» **About this task**: Reproduce the whole of the data exactly.
Information provided START
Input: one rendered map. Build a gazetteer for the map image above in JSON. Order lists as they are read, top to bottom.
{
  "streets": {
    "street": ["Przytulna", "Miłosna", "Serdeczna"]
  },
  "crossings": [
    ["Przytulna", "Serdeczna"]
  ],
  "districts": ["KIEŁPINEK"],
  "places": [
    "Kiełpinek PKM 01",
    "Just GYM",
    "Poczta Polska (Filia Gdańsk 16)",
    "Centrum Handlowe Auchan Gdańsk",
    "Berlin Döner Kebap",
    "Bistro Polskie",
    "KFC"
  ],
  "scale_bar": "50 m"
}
Information provided END
» **Expected output**:
Input: one rendered map. Build a gazetteer for the map image above in JSON. Order lists as they are read, top to bottom.
{
  "streets": {
    "street": ["Przytulna", "Miłosna", "Serdeczna"]
  },
  "crossings": [
    ["Przytulna", "Serdeczna"]
  ],
  "districts": ["KIEŁPINEK"],
  "places": [
    "Kiełpinek PKM 01",
    "Just GYM",
    "Poczta Polska (Filia Gdańsk 16)",
    "Centrum Handlowe Auchan Gdańsk",
    "Berlin Döner Kebap",
    "Bistro Polskie",
    "KFC"
  ],
  "scale_bar": "50 m"
}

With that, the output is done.